Iranian media report that two reformist websites have been hacked into by the so-called Hezbollah Cyber Army.
The two targeted websites belong to the Association of Combatant Clerics, a reformist organization under the leadership of former Iranian president Mohammad Khatami, and the Baran Foundation, another organization linked to Khatami.
An attempt to access these websites will link users directly to the website of the Hezbollah Cyber Army. The so-called Hezbollah Cyber Army warns that it will not allow people to damage Iran’s Islamic values by spreading “childish” ideas online.

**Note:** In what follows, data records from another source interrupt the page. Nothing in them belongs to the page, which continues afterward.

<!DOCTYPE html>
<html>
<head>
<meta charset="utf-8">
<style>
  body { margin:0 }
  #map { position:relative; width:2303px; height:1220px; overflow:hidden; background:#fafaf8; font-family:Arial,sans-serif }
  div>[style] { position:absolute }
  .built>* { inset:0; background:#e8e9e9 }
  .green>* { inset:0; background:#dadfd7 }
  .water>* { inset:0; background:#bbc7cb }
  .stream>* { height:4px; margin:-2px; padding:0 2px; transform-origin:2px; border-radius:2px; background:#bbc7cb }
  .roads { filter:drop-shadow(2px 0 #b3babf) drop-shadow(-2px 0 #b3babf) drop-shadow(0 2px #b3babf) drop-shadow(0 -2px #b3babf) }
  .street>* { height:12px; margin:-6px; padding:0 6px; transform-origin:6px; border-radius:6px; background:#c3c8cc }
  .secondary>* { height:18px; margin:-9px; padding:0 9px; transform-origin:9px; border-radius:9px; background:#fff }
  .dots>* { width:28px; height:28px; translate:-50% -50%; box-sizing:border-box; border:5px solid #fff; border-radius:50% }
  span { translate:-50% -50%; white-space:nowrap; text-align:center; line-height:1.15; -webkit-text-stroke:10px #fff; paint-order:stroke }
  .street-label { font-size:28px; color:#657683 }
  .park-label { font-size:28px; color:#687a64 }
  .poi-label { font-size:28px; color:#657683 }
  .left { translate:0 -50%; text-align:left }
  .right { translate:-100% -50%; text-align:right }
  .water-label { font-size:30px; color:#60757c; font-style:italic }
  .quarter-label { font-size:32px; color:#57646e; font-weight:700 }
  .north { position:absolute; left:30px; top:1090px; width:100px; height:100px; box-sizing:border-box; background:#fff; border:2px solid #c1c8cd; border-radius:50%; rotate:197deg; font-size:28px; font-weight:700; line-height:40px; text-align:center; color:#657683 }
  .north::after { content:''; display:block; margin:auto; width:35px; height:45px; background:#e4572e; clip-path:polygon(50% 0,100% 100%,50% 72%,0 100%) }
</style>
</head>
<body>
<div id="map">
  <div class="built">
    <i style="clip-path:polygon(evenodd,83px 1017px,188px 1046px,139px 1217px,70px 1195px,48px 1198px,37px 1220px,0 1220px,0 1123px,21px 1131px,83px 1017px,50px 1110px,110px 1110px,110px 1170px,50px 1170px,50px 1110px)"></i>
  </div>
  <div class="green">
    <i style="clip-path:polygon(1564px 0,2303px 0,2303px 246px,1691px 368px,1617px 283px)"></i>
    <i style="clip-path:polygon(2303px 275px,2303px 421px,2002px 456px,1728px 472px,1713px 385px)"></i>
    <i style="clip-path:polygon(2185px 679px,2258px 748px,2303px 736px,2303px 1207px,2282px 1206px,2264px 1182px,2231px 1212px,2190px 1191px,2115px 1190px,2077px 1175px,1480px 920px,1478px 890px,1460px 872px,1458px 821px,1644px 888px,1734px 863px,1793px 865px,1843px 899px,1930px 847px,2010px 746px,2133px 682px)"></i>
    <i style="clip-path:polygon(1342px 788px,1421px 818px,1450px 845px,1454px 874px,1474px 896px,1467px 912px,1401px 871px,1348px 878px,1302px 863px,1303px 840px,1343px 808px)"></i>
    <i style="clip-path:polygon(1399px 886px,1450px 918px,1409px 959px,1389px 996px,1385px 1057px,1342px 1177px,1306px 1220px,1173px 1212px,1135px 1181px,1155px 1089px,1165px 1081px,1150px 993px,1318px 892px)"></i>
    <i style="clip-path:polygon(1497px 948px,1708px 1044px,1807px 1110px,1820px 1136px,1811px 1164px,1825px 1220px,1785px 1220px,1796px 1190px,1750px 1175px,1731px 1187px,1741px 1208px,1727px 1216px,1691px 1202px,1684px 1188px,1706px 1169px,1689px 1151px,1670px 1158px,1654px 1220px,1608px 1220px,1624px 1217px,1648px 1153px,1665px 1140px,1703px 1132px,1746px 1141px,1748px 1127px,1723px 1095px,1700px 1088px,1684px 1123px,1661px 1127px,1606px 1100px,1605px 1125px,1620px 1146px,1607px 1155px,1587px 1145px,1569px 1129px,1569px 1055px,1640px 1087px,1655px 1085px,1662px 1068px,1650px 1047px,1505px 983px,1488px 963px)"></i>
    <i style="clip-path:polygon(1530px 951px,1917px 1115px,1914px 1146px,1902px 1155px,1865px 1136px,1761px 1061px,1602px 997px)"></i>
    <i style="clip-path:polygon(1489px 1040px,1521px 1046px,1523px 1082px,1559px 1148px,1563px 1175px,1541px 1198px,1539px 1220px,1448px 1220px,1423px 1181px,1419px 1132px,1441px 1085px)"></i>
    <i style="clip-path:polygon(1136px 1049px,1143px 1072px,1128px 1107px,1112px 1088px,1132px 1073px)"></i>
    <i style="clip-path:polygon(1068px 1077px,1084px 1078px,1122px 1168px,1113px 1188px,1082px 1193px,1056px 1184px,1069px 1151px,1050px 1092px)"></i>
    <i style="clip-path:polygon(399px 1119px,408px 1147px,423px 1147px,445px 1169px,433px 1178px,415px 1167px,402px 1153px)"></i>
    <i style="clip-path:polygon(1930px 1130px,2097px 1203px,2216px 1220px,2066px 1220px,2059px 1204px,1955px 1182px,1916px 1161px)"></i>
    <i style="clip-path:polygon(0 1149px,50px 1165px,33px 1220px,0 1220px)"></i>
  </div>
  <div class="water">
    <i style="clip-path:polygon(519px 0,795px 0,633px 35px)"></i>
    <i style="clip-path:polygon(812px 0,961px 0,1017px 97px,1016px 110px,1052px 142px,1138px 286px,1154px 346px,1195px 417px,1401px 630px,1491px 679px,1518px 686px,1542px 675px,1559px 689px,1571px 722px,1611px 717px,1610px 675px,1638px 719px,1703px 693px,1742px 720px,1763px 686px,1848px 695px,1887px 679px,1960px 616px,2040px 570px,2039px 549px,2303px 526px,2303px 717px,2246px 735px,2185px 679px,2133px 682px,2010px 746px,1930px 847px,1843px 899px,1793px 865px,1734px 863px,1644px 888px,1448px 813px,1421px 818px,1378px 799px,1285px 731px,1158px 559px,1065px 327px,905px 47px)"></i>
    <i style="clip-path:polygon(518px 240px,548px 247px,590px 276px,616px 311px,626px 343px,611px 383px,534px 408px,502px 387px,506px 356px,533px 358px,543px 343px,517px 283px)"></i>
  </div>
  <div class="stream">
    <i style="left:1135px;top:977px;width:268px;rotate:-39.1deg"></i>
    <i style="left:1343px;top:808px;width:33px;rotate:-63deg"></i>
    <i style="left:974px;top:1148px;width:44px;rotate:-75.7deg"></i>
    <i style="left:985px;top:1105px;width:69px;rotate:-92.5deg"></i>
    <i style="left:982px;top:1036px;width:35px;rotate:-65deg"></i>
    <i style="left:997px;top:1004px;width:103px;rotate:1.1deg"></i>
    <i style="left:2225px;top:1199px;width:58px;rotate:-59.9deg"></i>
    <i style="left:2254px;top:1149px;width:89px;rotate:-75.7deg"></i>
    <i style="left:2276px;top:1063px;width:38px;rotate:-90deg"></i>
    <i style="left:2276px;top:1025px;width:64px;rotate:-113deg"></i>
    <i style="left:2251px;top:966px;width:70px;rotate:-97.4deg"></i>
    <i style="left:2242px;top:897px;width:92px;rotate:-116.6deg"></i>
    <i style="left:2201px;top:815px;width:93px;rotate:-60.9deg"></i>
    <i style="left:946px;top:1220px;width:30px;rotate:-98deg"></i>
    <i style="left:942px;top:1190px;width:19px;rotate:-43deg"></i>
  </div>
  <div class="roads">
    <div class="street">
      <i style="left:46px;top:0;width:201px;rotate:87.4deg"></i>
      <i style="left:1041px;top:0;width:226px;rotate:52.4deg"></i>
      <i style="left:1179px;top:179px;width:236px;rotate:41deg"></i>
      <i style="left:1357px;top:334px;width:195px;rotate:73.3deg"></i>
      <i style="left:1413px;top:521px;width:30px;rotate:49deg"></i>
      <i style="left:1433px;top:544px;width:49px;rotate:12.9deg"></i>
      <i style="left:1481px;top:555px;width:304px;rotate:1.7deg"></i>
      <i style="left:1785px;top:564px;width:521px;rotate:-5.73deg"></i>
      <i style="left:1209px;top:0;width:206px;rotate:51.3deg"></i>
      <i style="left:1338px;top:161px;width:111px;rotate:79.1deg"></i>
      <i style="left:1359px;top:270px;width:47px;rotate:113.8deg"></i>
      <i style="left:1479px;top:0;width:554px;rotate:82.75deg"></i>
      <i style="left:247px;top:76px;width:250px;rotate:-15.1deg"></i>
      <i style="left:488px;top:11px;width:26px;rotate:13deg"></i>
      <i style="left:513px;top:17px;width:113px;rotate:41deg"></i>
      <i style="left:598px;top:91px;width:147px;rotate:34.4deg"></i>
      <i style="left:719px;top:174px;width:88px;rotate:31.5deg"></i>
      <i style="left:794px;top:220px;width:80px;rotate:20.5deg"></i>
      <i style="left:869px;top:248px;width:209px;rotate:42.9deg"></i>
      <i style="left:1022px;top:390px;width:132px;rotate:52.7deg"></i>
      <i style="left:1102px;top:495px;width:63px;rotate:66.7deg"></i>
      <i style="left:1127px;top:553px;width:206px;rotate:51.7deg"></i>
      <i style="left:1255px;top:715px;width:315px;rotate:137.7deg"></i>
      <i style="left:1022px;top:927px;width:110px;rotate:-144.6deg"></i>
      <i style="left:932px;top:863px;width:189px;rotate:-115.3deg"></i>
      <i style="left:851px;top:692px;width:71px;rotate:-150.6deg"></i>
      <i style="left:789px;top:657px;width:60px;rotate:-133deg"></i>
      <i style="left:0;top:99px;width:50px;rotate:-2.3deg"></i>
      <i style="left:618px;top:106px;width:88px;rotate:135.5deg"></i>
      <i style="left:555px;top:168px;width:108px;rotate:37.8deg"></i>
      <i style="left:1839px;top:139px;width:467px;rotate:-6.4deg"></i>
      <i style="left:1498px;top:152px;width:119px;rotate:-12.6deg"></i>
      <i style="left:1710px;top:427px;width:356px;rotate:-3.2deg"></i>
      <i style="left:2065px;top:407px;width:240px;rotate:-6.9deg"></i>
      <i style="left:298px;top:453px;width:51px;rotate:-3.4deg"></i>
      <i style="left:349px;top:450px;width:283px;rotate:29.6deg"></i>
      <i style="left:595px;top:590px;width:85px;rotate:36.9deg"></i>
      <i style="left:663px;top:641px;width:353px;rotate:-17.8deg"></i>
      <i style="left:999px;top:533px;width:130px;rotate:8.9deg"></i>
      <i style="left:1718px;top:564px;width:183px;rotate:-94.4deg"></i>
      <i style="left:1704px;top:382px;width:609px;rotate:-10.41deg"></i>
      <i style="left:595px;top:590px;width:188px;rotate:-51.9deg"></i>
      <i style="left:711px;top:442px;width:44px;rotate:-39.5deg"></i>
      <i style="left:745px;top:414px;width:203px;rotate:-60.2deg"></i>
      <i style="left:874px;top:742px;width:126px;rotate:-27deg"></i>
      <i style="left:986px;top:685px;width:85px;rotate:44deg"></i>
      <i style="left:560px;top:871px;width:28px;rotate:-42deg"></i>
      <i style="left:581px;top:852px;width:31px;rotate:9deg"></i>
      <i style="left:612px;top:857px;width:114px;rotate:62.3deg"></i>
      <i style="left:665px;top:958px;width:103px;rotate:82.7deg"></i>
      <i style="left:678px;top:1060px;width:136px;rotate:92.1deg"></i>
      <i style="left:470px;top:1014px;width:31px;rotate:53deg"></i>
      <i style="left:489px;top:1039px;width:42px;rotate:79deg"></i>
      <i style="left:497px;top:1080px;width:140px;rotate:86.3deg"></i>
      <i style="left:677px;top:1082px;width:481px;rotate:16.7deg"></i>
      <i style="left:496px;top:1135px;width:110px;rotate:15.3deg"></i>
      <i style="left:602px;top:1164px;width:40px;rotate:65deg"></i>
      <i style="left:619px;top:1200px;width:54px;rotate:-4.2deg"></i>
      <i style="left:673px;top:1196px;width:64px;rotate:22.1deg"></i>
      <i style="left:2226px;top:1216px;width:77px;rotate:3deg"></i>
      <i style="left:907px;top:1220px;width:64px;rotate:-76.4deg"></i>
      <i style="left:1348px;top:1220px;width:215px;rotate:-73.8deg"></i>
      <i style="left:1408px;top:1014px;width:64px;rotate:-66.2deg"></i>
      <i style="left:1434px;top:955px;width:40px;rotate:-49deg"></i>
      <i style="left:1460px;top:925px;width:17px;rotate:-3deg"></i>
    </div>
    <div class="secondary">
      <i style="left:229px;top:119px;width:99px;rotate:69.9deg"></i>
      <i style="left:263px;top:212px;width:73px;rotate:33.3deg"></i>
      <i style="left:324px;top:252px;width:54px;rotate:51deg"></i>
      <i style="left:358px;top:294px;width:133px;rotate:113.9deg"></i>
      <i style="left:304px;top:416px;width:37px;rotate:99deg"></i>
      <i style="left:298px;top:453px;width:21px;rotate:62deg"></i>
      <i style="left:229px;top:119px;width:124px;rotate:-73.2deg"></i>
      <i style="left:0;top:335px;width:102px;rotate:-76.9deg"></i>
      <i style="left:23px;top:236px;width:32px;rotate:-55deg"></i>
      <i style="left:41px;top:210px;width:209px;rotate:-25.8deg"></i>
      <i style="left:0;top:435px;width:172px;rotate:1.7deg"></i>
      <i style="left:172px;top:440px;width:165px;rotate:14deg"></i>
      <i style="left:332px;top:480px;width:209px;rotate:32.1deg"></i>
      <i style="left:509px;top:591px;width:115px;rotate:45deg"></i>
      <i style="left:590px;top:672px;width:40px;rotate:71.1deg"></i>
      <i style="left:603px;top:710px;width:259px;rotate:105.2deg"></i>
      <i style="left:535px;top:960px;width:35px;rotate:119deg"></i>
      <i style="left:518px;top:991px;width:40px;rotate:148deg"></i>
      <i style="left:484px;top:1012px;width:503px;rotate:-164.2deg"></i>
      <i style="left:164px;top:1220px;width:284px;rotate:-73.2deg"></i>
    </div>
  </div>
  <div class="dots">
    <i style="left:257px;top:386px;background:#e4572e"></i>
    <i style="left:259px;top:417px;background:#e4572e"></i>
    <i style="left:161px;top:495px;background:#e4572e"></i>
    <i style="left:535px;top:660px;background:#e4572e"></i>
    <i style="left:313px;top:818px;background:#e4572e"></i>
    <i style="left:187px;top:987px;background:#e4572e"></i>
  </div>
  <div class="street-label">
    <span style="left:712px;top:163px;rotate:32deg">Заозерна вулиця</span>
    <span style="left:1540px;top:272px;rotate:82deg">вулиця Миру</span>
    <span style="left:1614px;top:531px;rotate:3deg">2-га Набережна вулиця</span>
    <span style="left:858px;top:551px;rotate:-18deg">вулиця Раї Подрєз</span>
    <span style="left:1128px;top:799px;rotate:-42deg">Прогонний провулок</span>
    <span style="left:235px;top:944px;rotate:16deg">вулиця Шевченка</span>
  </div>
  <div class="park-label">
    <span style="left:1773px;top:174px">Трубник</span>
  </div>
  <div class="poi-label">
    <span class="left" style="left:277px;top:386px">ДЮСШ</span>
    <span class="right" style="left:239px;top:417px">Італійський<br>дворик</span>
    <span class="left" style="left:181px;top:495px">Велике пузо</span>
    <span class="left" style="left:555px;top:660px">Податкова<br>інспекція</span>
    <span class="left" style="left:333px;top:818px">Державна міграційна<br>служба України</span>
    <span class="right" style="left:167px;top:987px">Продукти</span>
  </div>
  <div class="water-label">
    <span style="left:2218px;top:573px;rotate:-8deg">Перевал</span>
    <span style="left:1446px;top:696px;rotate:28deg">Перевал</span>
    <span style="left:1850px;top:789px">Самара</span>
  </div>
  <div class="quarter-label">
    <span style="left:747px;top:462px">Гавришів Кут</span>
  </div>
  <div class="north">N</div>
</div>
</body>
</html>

Mohammad Khatami and other Iranian reformist figures have been sidelined for the past two years, ever since the mass protests against Mahmoud Ahmadinejad’s disputed election victory in 2009. Reformists are accused of playing into the hands of the Islamic Republic’s enemies and harming the system.
Khatami has announced that reformists will not participate in the coming parliamentary elections without the release of all political prisoners, including the opposition leaders under house arrest, and without guarantees that the elections will be free and transparent.
Since none of these conditions has been met, several reformist groups have boycotted the elections.
In 2009, Defense Tech, a U.S. military and security organization, reported that the Iran’s Cyber Army is an offshoot of the Revolutionary Guards of Iran and one of the five most powerful cyber forces in the world.
Iranian security and military forces treat the cyber-presence of opposition groups as a direct threat to the Islamic Republic regime.